(RightWing.org) – Many Americans continue gathering their financial documents as the April 18th tax filing deadline lurks around the corner. Media outlets focusing on financial news recently reported that the IRS is flagging taxpayers with specific filing characteristics in common.
On Monday, April 4, CNBC published an article discussing common red flags to avoid filing tax returns. According to the network, the top reasons the IRS targets returns for an audit include unreported income, excessive write-offs compared to earnings, and refundable tax credits leading to negative tax liability.
Don't play the 'audit lottery.' These are the top reasons why your tax return may be flagged by the IRS https://t.co/aP6XIETHik
— CNBC (@CNBC) April 4, 2022
Certified Public Accountant and partner at PKF O’Connor Davies, John Apisa, told CNBC some filers like to “play the [tax] audit lottery,” meaning they will cut corners and try to get away with deceptive filing practices.
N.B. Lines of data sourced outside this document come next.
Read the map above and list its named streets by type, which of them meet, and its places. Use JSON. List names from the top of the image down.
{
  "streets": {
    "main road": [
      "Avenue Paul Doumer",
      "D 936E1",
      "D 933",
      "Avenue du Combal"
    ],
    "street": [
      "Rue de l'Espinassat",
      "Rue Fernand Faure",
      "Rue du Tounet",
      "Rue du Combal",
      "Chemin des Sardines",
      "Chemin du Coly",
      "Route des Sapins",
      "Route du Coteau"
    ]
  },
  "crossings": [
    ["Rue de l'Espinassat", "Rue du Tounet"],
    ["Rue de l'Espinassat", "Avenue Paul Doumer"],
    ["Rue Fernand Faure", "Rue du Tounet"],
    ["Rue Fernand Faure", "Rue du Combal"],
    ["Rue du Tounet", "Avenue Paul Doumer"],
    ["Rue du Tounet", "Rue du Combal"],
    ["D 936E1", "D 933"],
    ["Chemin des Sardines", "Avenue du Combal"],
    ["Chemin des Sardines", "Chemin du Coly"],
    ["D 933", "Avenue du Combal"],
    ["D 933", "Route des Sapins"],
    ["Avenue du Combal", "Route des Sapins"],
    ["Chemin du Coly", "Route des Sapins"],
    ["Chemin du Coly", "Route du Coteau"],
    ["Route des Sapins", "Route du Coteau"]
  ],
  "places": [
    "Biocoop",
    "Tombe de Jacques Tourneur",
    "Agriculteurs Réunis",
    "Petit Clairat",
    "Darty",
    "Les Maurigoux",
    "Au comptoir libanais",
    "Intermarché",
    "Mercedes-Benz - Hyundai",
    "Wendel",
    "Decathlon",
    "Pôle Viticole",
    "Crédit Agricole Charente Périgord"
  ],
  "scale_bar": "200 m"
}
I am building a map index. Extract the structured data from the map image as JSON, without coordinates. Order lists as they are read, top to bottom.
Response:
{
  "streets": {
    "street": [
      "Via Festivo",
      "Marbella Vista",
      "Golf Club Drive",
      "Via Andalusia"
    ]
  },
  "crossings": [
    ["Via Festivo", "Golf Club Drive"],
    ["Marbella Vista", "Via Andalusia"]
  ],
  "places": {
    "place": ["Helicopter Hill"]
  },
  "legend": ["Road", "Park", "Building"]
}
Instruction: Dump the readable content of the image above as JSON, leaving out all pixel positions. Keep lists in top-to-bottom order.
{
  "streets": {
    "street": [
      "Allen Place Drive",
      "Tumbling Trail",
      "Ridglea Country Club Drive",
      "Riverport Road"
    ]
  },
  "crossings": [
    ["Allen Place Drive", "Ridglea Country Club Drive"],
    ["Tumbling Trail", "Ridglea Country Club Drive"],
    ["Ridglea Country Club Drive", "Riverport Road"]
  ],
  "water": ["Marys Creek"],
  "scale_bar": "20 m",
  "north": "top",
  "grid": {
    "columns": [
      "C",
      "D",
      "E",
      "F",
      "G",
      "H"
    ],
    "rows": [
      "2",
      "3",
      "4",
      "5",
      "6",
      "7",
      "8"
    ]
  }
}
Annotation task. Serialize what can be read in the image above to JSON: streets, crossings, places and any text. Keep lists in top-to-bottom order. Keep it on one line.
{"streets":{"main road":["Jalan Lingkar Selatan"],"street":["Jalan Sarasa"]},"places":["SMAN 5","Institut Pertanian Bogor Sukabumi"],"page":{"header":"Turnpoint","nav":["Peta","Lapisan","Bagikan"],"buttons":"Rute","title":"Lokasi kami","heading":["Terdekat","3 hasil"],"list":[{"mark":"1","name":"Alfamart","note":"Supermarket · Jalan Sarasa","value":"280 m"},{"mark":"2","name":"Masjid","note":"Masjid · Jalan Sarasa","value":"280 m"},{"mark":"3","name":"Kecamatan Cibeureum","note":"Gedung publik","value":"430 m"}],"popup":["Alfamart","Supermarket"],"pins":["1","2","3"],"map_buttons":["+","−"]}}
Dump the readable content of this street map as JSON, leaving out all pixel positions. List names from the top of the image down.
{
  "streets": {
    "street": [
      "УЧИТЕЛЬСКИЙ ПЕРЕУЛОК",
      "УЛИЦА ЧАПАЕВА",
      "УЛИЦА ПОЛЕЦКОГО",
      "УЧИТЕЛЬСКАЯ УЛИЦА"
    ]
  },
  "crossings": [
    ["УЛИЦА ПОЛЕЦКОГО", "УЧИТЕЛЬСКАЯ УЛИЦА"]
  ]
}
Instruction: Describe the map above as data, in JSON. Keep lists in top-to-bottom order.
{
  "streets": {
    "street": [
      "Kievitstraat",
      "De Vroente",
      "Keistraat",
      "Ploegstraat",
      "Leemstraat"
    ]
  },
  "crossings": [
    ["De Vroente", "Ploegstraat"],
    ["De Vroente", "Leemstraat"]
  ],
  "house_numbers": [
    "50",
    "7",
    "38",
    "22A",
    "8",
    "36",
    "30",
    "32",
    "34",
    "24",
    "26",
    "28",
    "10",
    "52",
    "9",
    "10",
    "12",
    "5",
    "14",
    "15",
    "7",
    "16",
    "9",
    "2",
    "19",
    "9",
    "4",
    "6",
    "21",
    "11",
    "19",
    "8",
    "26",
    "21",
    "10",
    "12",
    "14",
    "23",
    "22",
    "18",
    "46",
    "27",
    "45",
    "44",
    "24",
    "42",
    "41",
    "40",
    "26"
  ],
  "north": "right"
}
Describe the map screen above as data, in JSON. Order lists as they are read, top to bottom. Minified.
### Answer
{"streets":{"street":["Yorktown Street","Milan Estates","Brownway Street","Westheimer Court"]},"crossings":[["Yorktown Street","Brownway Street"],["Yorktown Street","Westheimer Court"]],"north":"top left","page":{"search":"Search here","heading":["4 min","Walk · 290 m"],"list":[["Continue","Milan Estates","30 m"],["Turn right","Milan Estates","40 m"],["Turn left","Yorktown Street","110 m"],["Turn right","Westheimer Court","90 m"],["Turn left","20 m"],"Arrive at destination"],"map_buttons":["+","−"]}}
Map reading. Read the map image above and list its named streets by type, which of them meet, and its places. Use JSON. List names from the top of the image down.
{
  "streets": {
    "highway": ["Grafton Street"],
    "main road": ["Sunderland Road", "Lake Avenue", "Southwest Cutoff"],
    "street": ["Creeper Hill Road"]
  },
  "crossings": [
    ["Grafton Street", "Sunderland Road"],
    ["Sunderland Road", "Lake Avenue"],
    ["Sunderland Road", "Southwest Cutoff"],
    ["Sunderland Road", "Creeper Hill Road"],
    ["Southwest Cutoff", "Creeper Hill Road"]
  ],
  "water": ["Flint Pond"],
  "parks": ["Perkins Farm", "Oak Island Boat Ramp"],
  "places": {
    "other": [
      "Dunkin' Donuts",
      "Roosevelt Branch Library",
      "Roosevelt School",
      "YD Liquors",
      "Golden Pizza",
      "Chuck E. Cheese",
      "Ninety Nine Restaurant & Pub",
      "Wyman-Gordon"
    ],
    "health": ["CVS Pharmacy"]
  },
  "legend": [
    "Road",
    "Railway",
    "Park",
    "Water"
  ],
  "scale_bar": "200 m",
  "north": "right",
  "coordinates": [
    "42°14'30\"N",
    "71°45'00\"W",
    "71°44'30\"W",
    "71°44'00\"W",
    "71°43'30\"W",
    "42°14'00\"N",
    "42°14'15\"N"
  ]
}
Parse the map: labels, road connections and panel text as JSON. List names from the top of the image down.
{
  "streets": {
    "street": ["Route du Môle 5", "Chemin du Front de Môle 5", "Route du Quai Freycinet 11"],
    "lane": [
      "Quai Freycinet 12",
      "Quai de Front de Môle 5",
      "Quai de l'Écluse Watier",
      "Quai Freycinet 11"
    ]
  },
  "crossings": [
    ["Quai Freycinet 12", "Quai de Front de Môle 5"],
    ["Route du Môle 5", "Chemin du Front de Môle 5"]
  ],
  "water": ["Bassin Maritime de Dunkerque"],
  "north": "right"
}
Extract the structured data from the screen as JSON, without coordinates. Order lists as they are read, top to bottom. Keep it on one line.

However, he warned against trying to see what you can get away with regarding your obligations to Uncle Sam.
Additionally, although IRS audits usually fall under a three-year statute of limitations, they can file for extensions. However, there isn’t a time limitation for an audit of individuals failing to file taxes or if the agency suspects a person has committed fraud.
According to Apisa, the best way to avoid problems with IRS is to keep track of your receipts. He also said it’s best to maintain tax records for seven years. With the proper documents to back up your returns, “you don’t have to be scared,” he explained, adding IRS officials are typically “pretty reasonable.”
Have you filed your taxes yet this year?